■ PROMPT:
Write out every line below that includes the word "direction".

■ Items from a dataset:
____

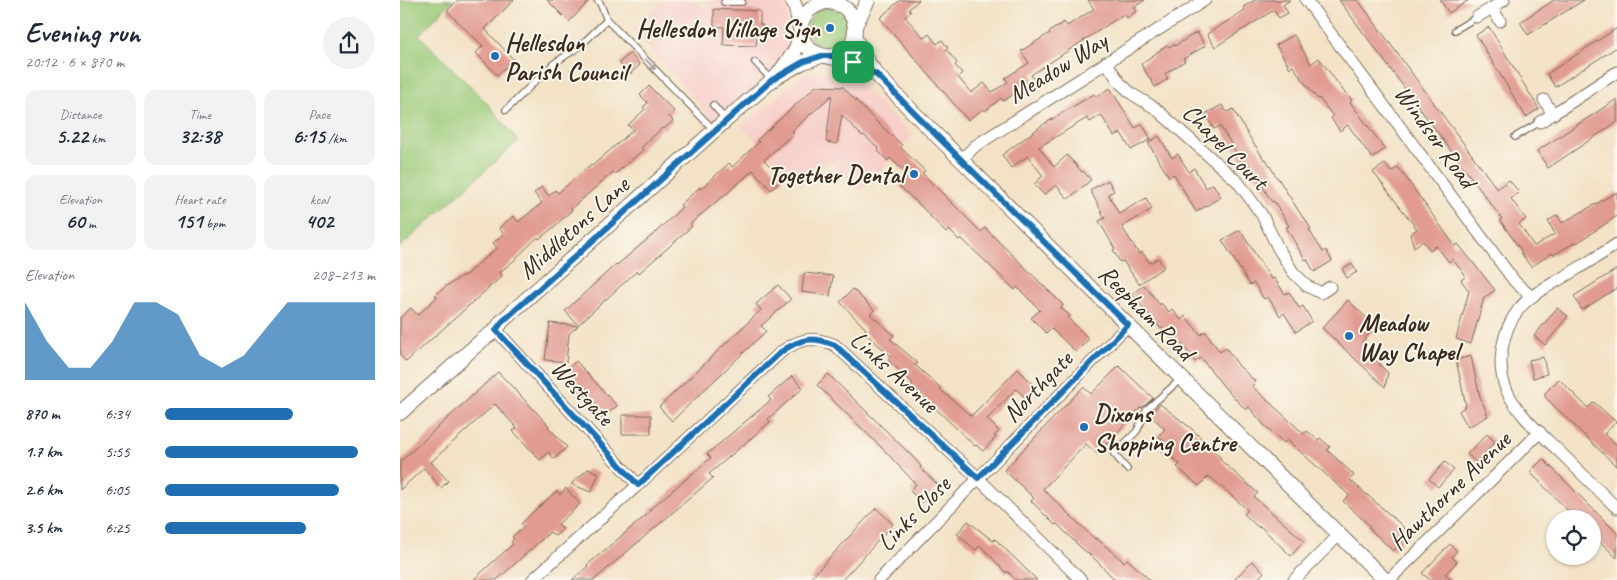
<!DOCTYPE html>
<html lang="en">
<head>
<meta charset="utf-8">
<style>
  body { margin:0; font-family:Caveat,sans-serif; background:#f2f2f3; color:#1f2937; height:100vh; display:flex; flex-direction:column; font-size:19px; white-space:nowrap }
  * { box-sizing:border-box; margin:0 }
  p { font-size:16px; color:#747a83 }
  .icon { flex:none; width:28px; height:28px; fill:none; stroke:currentColor; stroke-width:2; stroke-linecap:round; stroke-linejoin:round }
  .map { position:relative; flex:1; overflow:hidden }
  .panel { display:flex; flex-direction:column; background:#fff; width:400px }
  .panel>* { flex:none }
  .tools { position:absolute; left:1146px; top:510px; display:grid; gap:10px }
  .tools a { display:grid; place-items:center; width:55px; height:55px; border-radius:50%; background:#fff; box-shadow:0 1px 4px #0004; font-size:25px }
  .pin { position:absolute; display:grid; place-items:center; width:42px; height:42px; color:#fff; margin:-21px; border-radius:10px; box-shadow:0 2px 8px #0006 }
  .round { display:grid; place-items:center; flex:none; width:52px; height:52px; border-radius:26px; background:#f2f2f3 }
  .headline { display:flex; align-items:center; justify-content:space-between; height:85px; padding:0 25px }
  h1 { font-size:28px; font-weight:600; line-height:38px }
  .figures { display:grid; grid-template-columns:repeat(3,1fr); gap:8px; height:85px; padding:5px 25px }
  .figures div { display:grid; align-content:center; border-radius:12px; background:#f2f2f3; text-align:center }
  .figures b { font-size:21px; font-weight:600 }
  .figures small { font-size:14px; font-weight:400 }
  .figures p { font-size:14px }
  .chart { height:140px; padding:10px 25px }
  .chart p { display:flex; justify-content:space-between }
  .chart svg { width:100%; height:90px; margin-top:5px; fill:#1f6fb2; opacity:.7 }
  ul { padding:0 25px; list-style:none; font-size:16px }
  li { display:grid; grid-template-columns:80px 60px 1fr; align-items:center; height:38px }
  li i { height:12px; border-radius:6px; background:#1f6fb2 }
  main { display:flex; flex:1; min-height:0 }
  .map>svg:first-child { display:block }
  .built { fill:#f7d0ca }
  .green { fill:#9bcb7a; stroke:#6b7a4c }
  .building { fill:#e19b92 }
  .lines { fill:none; stroke-linecap:round; stroke-linejoin:round }
  .service-casing { stroke:#7b6a59; stroke-width:8 }
  .minor-casing { stroke:#7b6a59; stroke-width:13 }
  .tertiary-casing { stroke:#7b6a59; stroke-width:16 }
  .service { stroke:#fff; stroke-width:5.5 }
  .minor { stroke:#fff; stroke-width:11 }
  .tertiary { stroke:#fff; stroke-width:14 }
  .oneway { stroke:#a79f9a }
  .route-casing { stroke:#fff; stroke-width:10 }
  .route { stroke:#1f6fb2; stroke-width:6 }
  .poi-dot { fill:#1f6fb2; stroke:#fbf7ec; stroke-width:2 }
  .labels { text-anchor:middle; stroke-width:4; stroke-linejoin:round; paint-order:stroke }
  .poi-label { font-size:25px; font-weight:bold; fill:#3b2a1e; stroke:#fbf7ec; text-anchor:start }
  .street-label { font-size:25px; fill:#3b2a1e; stroke:#fbf7ec }
</style>
</head>
<body>
<main>
<section class="panel">
<div class="headline"><div><h1>Evening run</h1><p>20:12 · 6 × 870 m</p></div><a class="round"><svg class="icon" aria-label="share" viewBox="0 0 24 24"><path d="M12 15V3M7 8l5-5 5 5M5 13v7h14v-7"/></svg></a></div>
<div class="figures">
<div><p>Distance</p><b>5.22<small> km</small></b></div>
<div><p>Time</p><b>32:38</b></div>
<div><p>Pace</p><b>6:15<small> /km</small></b></div>
</div>
<div class="figures">
<div><p>Elevation</p><b>60<small> m</small></b></div>
<div><p>Heart rate</p><b>151<small> bpm</small></b></div>
<div><p>kcal</p><b>402</b></div>
</div>
<div class="chart"><p><span>Elevation</span>208–213 m</p>
<svg viewBox="0 0 160 44" preserveAspectRatio="none"><path d="M0 44V6L10 25L20 38L30 38L40 25L50 6L60 6L70 12L80 32L90 38L100 32L110 19L120 6L130 6L140 6L150 6L160 6V44z"/></svg>
</div>
<ul>
<li><b>870 m</b>6:34<i style="width:61%"></i></li>
<li><b>1.7 km</b>5:55<i style="width:92%"></i></li>
<li><b>2.6 km</b>6:05<i style="width:83%"></i></li>
<li><b>3.5 km</b>6:25<i style="width:67%"></i></li>
</ul>
</section>
<div class="map">
<svg width="1217" height="580" viewBox="0 0 1217 580">
  <rect width="100%" height="100%" fill="#fbf7ec"/>
  <filter id="ink" filterUnits="userSpaceOnUse"><feTurbulence type="fractalNoise" baseFrequency=".02" numOctaves="2"/><feDisplacementMap in="SourceGraphic" scale="10" xChannelSelector="R" yChannelSelector="G"/><feConvolveMatrix kernelMatrix="1 2 1 2 8 2 1 2 1" color-interpolation-filters="sRGB"/></filter>
  <filter id="wash" filterUnits="userSpaceOnUse"><feTurbulence type="fractalNoise" baseFrequency=".0096" numOctaves="4" result="noise"/><feDisplacementMap in="SourceGraphic" scale="20" xChannelSelector="R" yChannelSelector="G"/><feGaussianBlur stdDeviation="1.12" result="paint"/><feColorMatrix in="noise" values="0 0 0 0 0 0 0 0 0 0 0 0 0 0 0 0 0 1.4 0 .05"/><feComposite in="paint" operator="in"/></filter>
  <g filter="url(#wash)">
    <rect width="100%" height="100%" fill="#f3e2c6"/>
    <path class="built" d="M263,0h31l9,9 10,-9h69l5,8v46l-26,28 -46,41 -82,-93z
      M407,72l44,3 61,61 -51,55 -32,-31 -28,27 -60,-61z"/>
    <path class="green" d="M0,0h53l-34,35 68,68 31,38 -118,106z
      M408 28a20 20 0 1 1 40 0a20 20 0 1 1-40 0Z"/>
    <g id="blocks">
      <path class="building" d="M58,0h56l-29,29 29,31 -17,15 -21,-22 7,-7 -36,-35z
        M147,0h43l-21,22z
        M500,0h19l-10,9 2,3 -6,5 19,21 5,-4 8,10 5,-4 6,8 -2,1 11,14 -2,2 7,8 -4,4 13,16 13,-10 8,9 16,-10 -3,-4 24,-15 -8,-12 29,-18 -1,-1 15,-10 3,4 27,-17 -6,-9h57l-11,7 3,4 -10,7 -3,-4 -93,61 4,6 -32,20 -2,-3 -16,13 -2,-2 -15,11 -88,-102z
        M855,0h35l-7,5 5,8 -9,5 -5,-8 -59,37 -8,-13 38,-24 -2,-3z
        M939,0h19l139,189 12,-9 10,12 -8,7 15,20 -7,5 15,22 21,-12 -7,-13 9,-6 5,8 55,-31v24l-40,27 -1,-1 -23,13 -1,-2 -21,14 -10,-14 1,-1 -22,-32 2,-1z
        M1040,0h29l-20,13z
        M1154,0h30l-56,35 -8,-13z
        M314,9l46,2v14h3v13l-6,-1 -1,9 -33,-1 1,-18 -10,-1z
        M1089,27l50,82 -13,8 -50,-82z
        M1217,28v19l-62,40 -8,-13z
        M797,32l8,14 -22,13 2,2 -20,13 3,5 -13,8 -14,-23 26,-19 2,2 5,-3 1,2z
        M894,35l17,29 8,-6 26,35 1,-1 6,8 -2,2 35,47 -13,9 -24,-33 -8,6 -9,-13 2,-2 -14,-18 -1,1 -14,-17 -11,-16 -3,2 -14,-23z
        M230,53l10,12 -10,9 -11,-11z
        M249,86l25,25 -5,5 4,5 -9,8 -2,-1 -21,20 2,2 -28,24 -2,-2 -42,37 1,1 -18,17 -15,12 -1,-2 -21,20v1l-17,14 2,4 -96,86 -6,-7v-37l11,-10 7,7 19,-18 -2,-2 14,-11v1l14,-10 1,1 33,-28 -4,-5 11,-9 -5,-6 14,-12 5,6 24,-19 -8,-10 8,-6 7,9 6,-6 3,3 33,-29 1,2 41,-36 -5,-5 17,-16 -2,-2 5,-4 -8,-8z
        M416,86l27,1 36,37 23,21 -2,2 25,24 -3,2 59,59 4,-4 78,77 -2,3 9,8 -2,2 21,21 -13,13 -25,-24 -5,5 -15,-15 9,-8 -23,-23 -2,3 -54,-52 -2,2 -10,-10 -3,3 -26,-28 -21,-19 10,-10 -19,-18 -2,3 -10,-10 1,-2 -15,-14 -2,1 -20,-21 -5,29 -11,-2 6,-47 -40,36 2,2 -30,27 19,19 -12,11 -18,-20 -30,27v-1l-33,28 2,2 -13,12 -40,35 -2,-2 -59,54 -13,-14 51,-47 1,1 38,-32 27,-26 -2,-2 20,-18 1,2 28,-26 3,4 27,-25 -2,-2z
        M710,88l25,40 7,-4 9,15 -20,11 -10,-17 -7,3 -13,-21 -11,7 -3,-4 -48,29 15,20 13,-12 15,17 1,-1 8,9 -23,19 -12,-14 -12,10 -10,-11 9,-8 -15,-20 -17,12 -9,-13 42,-31 50,-30 2,3z
        M1217,99v23l-69,46 -11,-17z
        M822,105l5,7 6,-3 22,37h1l8,14 2,-1 11,19h1l25,40 1,-1 7,12 -2,1 14,22 3,-2 6,11 -18,11 -7,-13 -2,1 -19,-33 3,-1 -15,-25 -2,1 -23,-37 -4,2 -25,-41 -6,3 -9,-15z
        M759,136l13,22 6,-4 11,18 5,-4 12,20 7,-4 8,13 -25,15 -22,-38 -5,3 -21,-34z
        M985,164l6,8 7,-5 57,79 3,-2 37,46 -11,8 -13,46 -15,-5 13,-48 -8,-11 5,-4 -14,-17 -3,3 -13,-16 -6,4 -7,-9 -9,6 -4,-13 7,-5 -44,-57z
        M708,180l6,11 -6,3 11,20 27,-16 6,11 -30,18 17,27 3,-2 8,11 8,-5 6,9 -25,17 -16,-23 -3,1 -7,-12 2,-1 -16,-28 6,-3 -15,-28z
        M840,230l31,49 3,-1 11,16 4,-2 10,16 4,-2 9,15 -16,11 -12,-19 -4,3 -12,-19 -4,2 -10,-16 -4,2 -28,-45z
        M952,264l5,8 -10,6 -5,-9z
        M1217,269v19l-35,22 -8,-14z
        M404,273l29,3 -3,20 -28,-4z
        M378,285l13,14 -30,27 5,5 -94,90 -13,-14 102,-97 -5,-6z
        M744,285l16,20 1,-2 8,9 3,-3 9,11 4,-4 16,19 4,-4 15,21 6,-4 13,18 17,16 -4,4 52,48 3,-3 11,9 2,-2 10,9 -3,3 27,25 -4,5 47,41 13,13 -17,17 -25,-24 2,-1 -27,-25 6,-6 -62,-55 -3,3 -21,-19 -14,-17 -3,3 -21,-22 -24,-30 -6,4 -19,-26 -4,3 -10,-11 -1,1 -29,-35z
        M453,289l21,21 -4,4 24,21 -4,4 28,24 -3,2 26,23 -1,1 31,27 47,-47 18,19 -10,10 -10,-9 -29,30 12,12 -5,5 2,1 -13,14 -7,-6 -1,1 -64,-61 2,-2 -25,-23 3,-4 -27,-24 2,-3 -26,-27z
        M948,300l28,27 -14,15 20,19 -3,3 9,9 -3,14 -63,-59z
        M1157,308l11,8 -23,29 -11,-9z
        M150,323l28,3 -9,8 -3,28 -21,-2z
        M1071,356l9,41 8,19 -20,11 -9,-16 7,-5 -10,-46z
        M1143,357l4,17 -14,4 -4,-18z
        M176,361l41,45 -15,12 -40,-44z
        M719,366l34,32 -11,10 -1,-1 -44,47 -11,-10 -43,45 52,50 1,-1 28,24 3,-3 23,21h-35l-19,-20 -17,-14 -22,-22 -2,1 -24,-24 3,-3 -30,-28 79,-83 8,7z
        M98,372l41,43 10,11 -1,1 19,20 -13,12 -5,-7 -9,8 -27,-29 4,-3 -22,-24 -64,58 17,19 -7,7 -17,-20 -24,22v-28z
        M428,374l82,80 11,12 -1,2 19,18 -17,17 -12,-12 6,-7 -35,-37 -64,-62z
        M392,376l11,12 -35,31 2,3 -61,52 4,4 -119,102h-22l16,-14 -1,-1 63,-53 -1,-2 62,-52 -4,-4 64,-54 -3,-3z
        M1159,379l29,29 6,-6 22,20 -12,12 13,11v22l-72,-70v-4z
        M760,404l32,25 29,29 -1,2 38,33 -4,4 50,44 -13,15 -31,-30 -1,2 -15,-14 4,-4 -39,-34 -10,10 -22,-19 3,-3 -20,-17 5,-5 -7,-6 7,-7 -15,-14z
        M222,415h29v19h-29z
        M1087,434l8,8 -19,20 -9,-8z
        M1143,459l74,74v25l-25,-24v-15h-16l-46,-47z
        M1045,462l9,8 -16,17 -9,-8z
        M188,469l11,4 -8,19 -20,-8z
        M166,488l14,16 -22,20 5,5 -8,7 -5,-4 -53,48h-24l40,-36 -2,-2 3,-3 -2,-2 12,-10 -3,-3 11,-11 25,-22 3,4z
        M476,508l17,16 -25,28 -26,28h-33z
        M568,521l25,20 2,-2 42,41h-21l-9,-9 -1,2 -26,-28 -4,5 -19,-16z
        M1050,544l7,7 -5,6 5,5 -12,12 7,6h-22l-8,-7z
        M852,561l12,11 -7,8h-23z"/>
    </g>
  </g>
  <g filter="url(#ink)">
    <use href="#blocks" fill-opacity="0" stroke="#7b6a59" stroke-width="1"/>
    <g class="lines">
      <g class="service-casing">
        <path id="service" d="M197,0l3,3 7,17 106,109
          M324,2h18
          M1055,30l22,-13
          M355,62l17,18
          M313,105l13,15
          M106,110l47,-46 26,-17 28,-27
          M1115,137l25,-15
          M727,469l-13,-15 23,-23 10,-22 35,-31"/>
      </g>
      <g class="minor-casing">
        <path id="minor" d="M906,0l209,282 17,15
          M1077,17l15,-9
          M1100,21l-8,-13 12,-8
          M706,62l14,21 12,11 23,14 83,74 24,33 16,33 15,24 14,14 14,7 9,-6
          M1144,100l9,14 64,-42
          M1140,122l13,-8
          M562,159l13,-13 230,-146
          M1217,244c-18,12 -37,23 -55,34 -15,9 -32,17 -43,31 -17,21 -23,55 -13,80 11,25 35,45 54,63 19,19 38,38 57,56
          M96,330l142,155
          M132,580l106,-95 143,-133c20,-14 31,-16 54,-7l143,133 103,102
          M479,580l249,-255
          M894,580l45,-45
          M989,580l151,-148"/>
      </g>
      <g class="tertiary-casing">
        <path id="tertiary" d="M392,0c9,14 5,32 14,45 8,13 33,12 47,17 8,3 15,7 21,11
          M419,0c8,3 18,1 26,8 13,11 14,34 -2,44 -3,2 -8,3 -11,4
          M455,26l13,-26
          M400,27c4,-15 11,-20 25,-25
          M454,37l15,27 8,11 36,37 472,468
          M380,75l23,-13 18,-6
          M0,413l81,-72 15,-11 6,-9 224,-201 51,-44 18,-25 6,-17"/>
      </g>
      <use href="#service" class="service"/>
      <use href="#minor" class="minor"/>
      <use href="#tertiary" class="tertiary"/>
    </g>
    <defs><path id="oneway-shaft" d="M-6 0H5M1.5-3L5.5 0L1.5 3" fill="none" stroke-width="1.6" stroke-linecap="round" stroke-linejoin="round" transform="scale(1.25)"/></defs>
    <use class="oneway" href="#oneway-shaft" transform="translate(250 64) rotate(46)"/>
  </g>
  <g class="lines" filter="url(#ink)">
    <g class="route-casing">
      <path id="route" d="M421,56h11l21,6 24,13 36,37 215,213 -150,153 -143,-133c-23,-9 -34,-7 -54,7l-143,133 -142,-155 6,-8 270,-242 31,-18z"/>
    </g>
    <use href="#route" class="route"/>
  </g>
  <g class="poi-dot">
    <circle cx="430" cy="28" r="5"/>
    <circle cx="95" cy="56" r="5"/>
    <circle cx="514" cy="174" r="5"/>
    <circle cx="949" cy="336" r="5"/>
    <circle cx="684" cy="427" r="5"/>
  </g>
  <g class="labels">
    <g class="poi-label">
      <text x="420" y="37" text-anchor="end">Hellesdon Village Sign</text>
      <text x="105" y="51">Hellesdon<tspan x="105" dy="29">Parish Council</tspan></text>
      <text x="504" y="183" text-anchor="end">Together Dental</text>
      <text x="959" y="331">Meadow<tspan x="959" dy="29">Way Chapel</tspan></text>
      <text x="694" y="422">Dixons<tspan x="694" dy="29">Shopping Centre</tspan></text>
    </g>
    <g class="street-label">
      <text transform="translate(657 67) rotate(-32)" y="9">Meadow Way</text>
      <text transform="translate(1036 136) rotate(54)" y="9">Windsor Road</text>
      <text transform="translate(826 146) rotate(45)" y="9">Chapel Court</text>
      <text transform="translate(173 227) rotate(-42)" y="9">Middletons Lane</text>
      <text transform="translate(747 312) rotate(45)" y="9">Reepham Road</text>
      <text transform="translate(495 371) rotate(42)" y="9">Links Avenue</text>
      <text transform="translate(637 386) rotate(-46)" y="9">Northgate</text>
      <text transform="translate(183 392) rotate(47)" y="9">Westgate</text>
      <text transform="translate(1049 490) rotate(-44)" y="9">Hawthorne Avenue</text>
      <text transform="translate(513 513) rotate(-46)" y="9">Links Close</text>
    </g>
  </g>
</svg>
<div class="tools">
<a><svg class="icon" aria-label="locate" viewBox="0 0 24 24"><circle cx="12" cy="12" r="6"/><path d="M12 2v4M12 18v4M2 12h4M18 12h4"/></svg></a>
</div>
<div class="pin" style="left:453px;top:62px;background:#1e9e55"><svg class="icon" aria-label="arrive" viewBox="0 0 24 24"><path d="M6 21V4h12l-3 4 3 4H6"/></svg></div>
</div>
</main>
</body>
</html>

____

■ RESULT FOR THIS EXERCISE:
  body { margin:0; font-family:Caveat,sans-serif; background:#f2f2f3; color:#1f2937; height:100vh; display:flex; flex-direction:column; font-size:19px; white-space:nowrap }
  .panel { display:flex; flex-direction:column; background:#fff; width:400px }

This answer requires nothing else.